Just as the Fourier Transform decomposes an arbitrary function into it's $e^{j\omega t}$ components as spinning phasors with constant magnitude (the real and imaginary components being the sinusoids we typically associate with "frequency"), the poles in the Laplace Transform correspond to components in the time domain waveform (the impulse response of the system) as phasors that grow and decay with time: $e^{s t}$. The zeros correspond to any functions that would be orthogonal to the impulse response.

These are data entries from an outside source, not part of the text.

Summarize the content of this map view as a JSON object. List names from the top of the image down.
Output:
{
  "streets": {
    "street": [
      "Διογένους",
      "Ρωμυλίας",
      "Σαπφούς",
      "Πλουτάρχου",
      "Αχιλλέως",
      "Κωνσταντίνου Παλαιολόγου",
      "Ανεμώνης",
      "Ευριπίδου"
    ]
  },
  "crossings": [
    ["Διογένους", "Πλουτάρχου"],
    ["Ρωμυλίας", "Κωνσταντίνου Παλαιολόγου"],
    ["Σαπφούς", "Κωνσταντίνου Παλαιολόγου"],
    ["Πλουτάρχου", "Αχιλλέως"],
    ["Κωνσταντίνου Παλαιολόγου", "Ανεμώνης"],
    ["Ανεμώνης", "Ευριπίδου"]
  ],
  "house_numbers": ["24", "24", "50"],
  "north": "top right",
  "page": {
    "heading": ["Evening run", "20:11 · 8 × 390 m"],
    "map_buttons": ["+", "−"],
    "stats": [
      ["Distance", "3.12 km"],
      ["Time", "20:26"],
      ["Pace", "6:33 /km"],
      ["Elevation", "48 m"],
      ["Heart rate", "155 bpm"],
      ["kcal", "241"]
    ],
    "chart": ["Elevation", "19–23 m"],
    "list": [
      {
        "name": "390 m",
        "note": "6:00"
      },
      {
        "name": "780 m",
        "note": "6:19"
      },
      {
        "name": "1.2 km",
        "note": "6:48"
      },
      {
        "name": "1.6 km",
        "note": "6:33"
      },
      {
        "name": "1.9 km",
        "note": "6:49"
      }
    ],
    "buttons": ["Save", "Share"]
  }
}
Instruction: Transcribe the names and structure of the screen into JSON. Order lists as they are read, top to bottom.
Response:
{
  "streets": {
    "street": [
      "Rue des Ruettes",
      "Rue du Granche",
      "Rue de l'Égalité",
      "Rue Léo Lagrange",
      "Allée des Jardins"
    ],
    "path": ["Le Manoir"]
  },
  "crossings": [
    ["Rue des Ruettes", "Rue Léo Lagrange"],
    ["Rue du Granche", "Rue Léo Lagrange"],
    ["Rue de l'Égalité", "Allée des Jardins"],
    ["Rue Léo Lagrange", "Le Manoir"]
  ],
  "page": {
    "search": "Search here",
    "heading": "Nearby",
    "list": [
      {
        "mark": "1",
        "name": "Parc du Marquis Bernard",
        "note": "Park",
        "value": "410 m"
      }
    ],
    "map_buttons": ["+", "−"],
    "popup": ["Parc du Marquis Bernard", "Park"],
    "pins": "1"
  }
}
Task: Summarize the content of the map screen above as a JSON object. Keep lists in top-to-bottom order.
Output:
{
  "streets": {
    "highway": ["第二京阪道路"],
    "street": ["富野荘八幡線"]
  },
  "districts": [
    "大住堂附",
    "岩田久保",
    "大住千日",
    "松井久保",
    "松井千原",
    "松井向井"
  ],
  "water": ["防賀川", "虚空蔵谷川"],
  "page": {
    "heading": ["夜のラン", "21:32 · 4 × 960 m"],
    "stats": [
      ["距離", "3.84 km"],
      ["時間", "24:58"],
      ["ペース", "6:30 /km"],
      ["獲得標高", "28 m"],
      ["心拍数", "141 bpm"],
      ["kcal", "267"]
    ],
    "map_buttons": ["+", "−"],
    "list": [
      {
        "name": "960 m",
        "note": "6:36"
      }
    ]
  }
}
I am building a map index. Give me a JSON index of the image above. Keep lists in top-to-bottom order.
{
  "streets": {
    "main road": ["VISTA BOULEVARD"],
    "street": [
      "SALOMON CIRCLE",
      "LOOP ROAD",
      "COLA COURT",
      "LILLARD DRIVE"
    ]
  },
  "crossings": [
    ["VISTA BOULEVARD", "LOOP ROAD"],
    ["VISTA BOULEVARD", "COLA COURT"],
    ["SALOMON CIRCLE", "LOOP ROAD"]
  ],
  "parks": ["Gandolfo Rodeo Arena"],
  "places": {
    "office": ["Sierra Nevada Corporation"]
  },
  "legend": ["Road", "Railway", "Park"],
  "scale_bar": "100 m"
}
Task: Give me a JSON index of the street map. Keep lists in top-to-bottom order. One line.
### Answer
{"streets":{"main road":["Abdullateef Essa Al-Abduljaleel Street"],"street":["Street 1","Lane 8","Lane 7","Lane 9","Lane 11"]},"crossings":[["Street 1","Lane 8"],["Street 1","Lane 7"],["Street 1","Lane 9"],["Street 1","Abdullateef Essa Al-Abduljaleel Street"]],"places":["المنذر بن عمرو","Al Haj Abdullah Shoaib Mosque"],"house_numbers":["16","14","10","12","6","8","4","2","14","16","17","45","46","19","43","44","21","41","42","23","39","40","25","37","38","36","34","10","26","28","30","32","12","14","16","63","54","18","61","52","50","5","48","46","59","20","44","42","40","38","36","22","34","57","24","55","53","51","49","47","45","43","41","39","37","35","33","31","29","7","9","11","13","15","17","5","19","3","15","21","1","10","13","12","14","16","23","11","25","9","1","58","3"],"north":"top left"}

For example: if the transfer function was $H(s)= \frac{1}{s+2}$, the impulse response as the inverse Laplace Transform of $H(s)$ is $h(t) = e^{-2t}u(t)$. ($u(t)$ is the unit step function, for the unilateral Laplace Transform with the assumption that all functions we are using are causal). Here we see that the pole at $s=-2$ indicates the correlation of the function $e^{st} = e^{-2t}$ with $h(t)$, in this case it is completely described by that one single component; we have decomposed $h(t)$ into components of $e^{st}$ which in this case was trivial given $h(t)$. But this is to demonstrate how that pole at $s=-2$ indicates there is a component of $e^{-2t}$ in $H(s)$. (The complete inverse Laplace Transform of $H(s)$ as given by the OP with one pole and one zero is $h(t) = \delta(t)+e^{-2t}u(t)$).

Thus the Transfer Function, as the Laplace Transform of the systems time domain impulse response, provides us another representation of that same function, mapped to the frequency domain (and the greater frequency domain that not only has phase changing with time, but also has magnitude changing with time). We can use this to determine outputs for various inputs, and also to assess characteristics about the system such as stability, settling time, rate of change, etc.

The Laplace Transform of the output for any transfer function would be the product of the Laplace Transform of the input with the Transfer Function.

$$Y(s) = H(s)X(s)$$

The time domain output would then be the inverse Laplace Transform of $Y(s)$. If we want to determine an input that would cause the output to be $0$ or $\infty$, first we must clarify that the time domain result is changing with time; it will either grow to infinity, or shrink to zero, or pass through zeros as the waveform proceeds with time. What the OP may be interested in is inputs that would result in $0$ or $\infty$ as the "Final Value", or the value we expect to have at the output at $t=\infty$.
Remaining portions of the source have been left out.